First Place, Two Awards for First-Time National History Day Competitors
Oyster Bay High School junior Shania Kuo made history for the District when she took first place at the National History Day Regional Competition at Hofstra University. Shania, who competed for the first time with four other classmates, was first in the “Paper Division” for her paper on “Mao’s Decision to Intervene in Korea.”
“Shania’s paper went up against 24 of the best papers on Long Island from schools such as Hewlett, The Wheatley School, and Herricks, and it was found to be the most thorough and analytical, based on the National History Day rubric,” said K-12 Social Studies Supervisor Mr. Joseph Pesqueira. “This is an unbelievable accomplishment for a student participating in the National History Day competition for the first time.”
Shania’s win qualifies her for the state competition in Cooperstown, New York on April 23. The top two entries from each category advance to the National History Day competition, June 10-14, at the University of Maryland, College Park.

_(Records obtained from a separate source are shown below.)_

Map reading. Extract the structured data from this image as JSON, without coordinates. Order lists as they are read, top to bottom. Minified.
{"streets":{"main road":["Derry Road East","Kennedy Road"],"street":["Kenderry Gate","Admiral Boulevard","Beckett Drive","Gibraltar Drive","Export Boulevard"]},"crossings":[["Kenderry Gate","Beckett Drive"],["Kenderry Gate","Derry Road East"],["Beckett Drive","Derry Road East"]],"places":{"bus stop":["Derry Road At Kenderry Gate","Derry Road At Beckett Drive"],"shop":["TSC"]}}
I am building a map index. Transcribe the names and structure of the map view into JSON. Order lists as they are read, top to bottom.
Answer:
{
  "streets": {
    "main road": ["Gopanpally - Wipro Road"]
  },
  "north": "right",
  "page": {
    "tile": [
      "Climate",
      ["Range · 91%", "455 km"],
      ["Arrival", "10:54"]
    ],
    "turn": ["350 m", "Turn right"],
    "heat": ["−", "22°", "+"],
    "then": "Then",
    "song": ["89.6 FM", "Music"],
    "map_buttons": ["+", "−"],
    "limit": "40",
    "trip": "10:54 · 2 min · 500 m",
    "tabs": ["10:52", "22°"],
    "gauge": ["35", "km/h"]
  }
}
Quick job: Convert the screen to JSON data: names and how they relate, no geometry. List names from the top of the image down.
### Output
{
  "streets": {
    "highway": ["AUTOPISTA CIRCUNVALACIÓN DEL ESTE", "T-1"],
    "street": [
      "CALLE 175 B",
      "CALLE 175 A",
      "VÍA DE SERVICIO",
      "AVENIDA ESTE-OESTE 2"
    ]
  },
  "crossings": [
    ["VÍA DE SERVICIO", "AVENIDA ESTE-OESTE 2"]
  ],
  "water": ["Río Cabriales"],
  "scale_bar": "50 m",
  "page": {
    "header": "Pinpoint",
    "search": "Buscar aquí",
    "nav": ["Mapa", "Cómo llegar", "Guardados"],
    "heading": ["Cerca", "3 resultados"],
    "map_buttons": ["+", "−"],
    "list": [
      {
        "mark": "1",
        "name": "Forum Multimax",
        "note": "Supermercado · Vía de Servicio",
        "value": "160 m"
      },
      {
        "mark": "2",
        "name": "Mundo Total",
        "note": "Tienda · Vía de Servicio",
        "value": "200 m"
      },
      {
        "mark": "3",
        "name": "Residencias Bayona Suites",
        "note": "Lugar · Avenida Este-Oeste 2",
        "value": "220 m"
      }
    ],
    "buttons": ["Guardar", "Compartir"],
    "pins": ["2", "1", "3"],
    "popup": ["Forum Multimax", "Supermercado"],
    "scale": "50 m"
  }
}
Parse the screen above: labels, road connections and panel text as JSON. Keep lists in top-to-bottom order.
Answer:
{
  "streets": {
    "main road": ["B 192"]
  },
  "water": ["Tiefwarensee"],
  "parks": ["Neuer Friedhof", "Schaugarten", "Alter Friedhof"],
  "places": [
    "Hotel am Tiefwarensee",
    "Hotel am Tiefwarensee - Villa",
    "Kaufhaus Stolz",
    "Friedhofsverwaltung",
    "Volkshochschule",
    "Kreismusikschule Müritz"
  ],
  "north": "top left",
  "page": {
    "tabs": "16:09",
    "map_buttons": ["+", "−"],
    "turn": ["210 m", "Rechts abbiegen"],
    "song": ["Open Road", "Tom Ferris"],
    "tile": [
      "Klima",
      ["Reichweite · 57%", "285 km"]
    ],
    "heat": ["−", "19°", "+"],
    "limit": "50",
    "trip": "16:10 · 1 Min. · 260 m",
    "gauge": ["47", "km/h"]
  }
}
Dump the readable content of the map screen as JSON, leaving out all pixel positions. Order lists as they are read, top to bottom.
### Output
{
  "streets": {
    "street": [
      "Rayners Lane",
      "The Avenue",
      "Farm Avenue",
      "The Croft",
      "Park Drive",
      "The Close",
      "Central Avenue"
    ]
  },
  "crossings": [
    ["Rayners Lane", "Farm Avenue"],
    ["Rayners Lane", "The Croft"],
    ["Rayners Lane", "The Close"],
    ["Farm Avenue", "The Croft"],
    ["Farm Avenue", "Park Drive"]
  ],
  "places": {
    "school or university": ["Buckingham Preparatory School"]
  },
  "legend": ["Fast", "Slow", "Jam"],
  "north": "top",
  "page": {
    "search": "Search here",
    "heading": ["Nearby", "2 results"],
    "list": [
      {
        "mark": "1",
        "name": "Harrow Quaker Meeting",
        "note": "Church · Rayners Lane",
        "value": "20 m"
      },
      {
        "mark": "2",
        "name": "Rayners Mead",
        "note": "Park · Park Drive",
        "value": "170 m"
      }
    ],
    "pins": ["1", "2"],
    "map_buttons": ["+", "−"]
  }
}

In addition, Shania was the recipient of the “Excellence in Asian Studies Award,” sponsored by Hofstra’s Asian Studies program. Junior Julia Sherbal, who created a website on “Stonewall and Gay Rights,” was selected for the “Conservation, Preservation, Restoration or Entry Tied to an Historic Site Award,” sponsored by Fire Island National Seashore. Also competing were senior Sahill Yadav, who wrote a paper on “The Philippine Insurgency,” senior Braedon Warshaw, who penned a paper on “Charles Martel,” and junior Isabella Rosenthal, with her performance, titled “Secret Presidency.” All of the topics fell within the theme of the competition, "Conflict and Compromise."
The students are the first in the District to take the National History Day course at Oyster Bay High School, which was advocated by Mr. Pesqueira and piloted for the 2017-18 school year. The class is taught by social studies teacher Mr. David Pontillo with the goal of preparing students to compete in the National History Day competitions.
“The class was totally student-directed, meaning the students chose the topics themselves, they chose the type of project they wanted to do themselves, and they did their research on their own,” Mr. Pontillo said. “I was there for help, advice or constructive criticism, but they did all the heavy lifting themselves and they all did very well.”
Oyster Bay High School students took home first place and two awards at the National History Day Regional Competition. Pictured in first row, from left, is first place and special award winner Shania Kuo and Isabella Rosenthal. In second row, from left, is Principal Ms. Sharon Lasher, special award winner Julia Sherbal, Sahill Yadav, Braedon Warshaw, social studies teacher Mr. David Pontillo and K-12 Social Studies Supervisor Mr. Joseph Pesqueira.
Shania, whose project took over 100 hours to complete, said winning first place was “surprising and almost surreal."
"I have ties to Taiwan and wanted to focus on Taiwan’s history because there isn’t a lot out there; I had a difficult time finding primary sources of research, as opposed to China’s history where there are millions of documents,” she said.
Through her research, she learned how much Taiwan benefited from the Korean War. “While people found the war as a big failure, it was actually a big opportunity for the Taiwanese,” she said.
Julia, who has taken computer science classes in high school, decided to create a website and spotlight the Stonewall Inn in lower Manhattan and the mistreatment that people faced in the LBGT community, especially during the 1960’s, because it is a topic that is personal to her and is a part of history that isn’t talked about a lot, she said.
“The National History Day course is an important experience for students to do meaningful research in the social sciences and learn about topics that truly interest them,” Mr. Pesqueira added. “So often we have our prescribed curriculum from the state. This gives students the opportunity to explore topics that truly interest them in ways that they could not before. Many thanks to Mr. Pontillo, whose tireless work with all five of our students was crucial to their success in this research competition.”